What you have to do: Report the count, and only the count, of lines in the records that include the word "text".

=== Recorded data ===

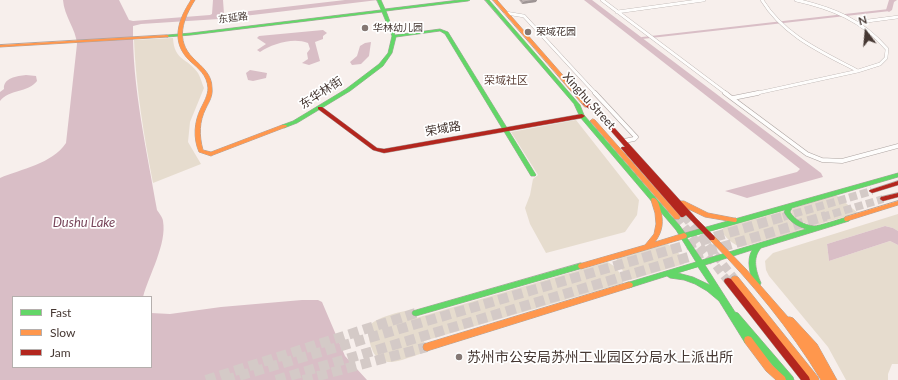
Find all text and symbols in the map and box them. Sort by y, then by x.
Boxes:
street label: 东延路 [217,10,249,26]
north arrow [846,12,886,52]
text: N [857,13,868,27]
place label: 华林幼儿园 [373,22,423,34]
marker: 华林幼儿园 [360,23,370,33]
place label: 荣域花园 [536,26,576,38]
marker: 荣域花园 [523,27,533,37]
street label: Xinghu Street [560,70,618,132]
district label: 荣域社区 [484,73,528,87]
street label: 东华林街 [297,74,345,112]
street label: 荣域路 [424,119,462,139]
water label: Dushu Lake [53,215,115,231]
legend [12,296,152,368]
text: Fast [50,305,71,320]
text: Slow [50,325,75,340]
text: Jam [50,345,71,360]
place label: 苏州市公安局苏州工业园区分局水上派出所 [467,349,733,365]
marker: 苏州市公安局苏州工业园区分局水上派出所 [454,352,464,362]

===

Output of the task: 5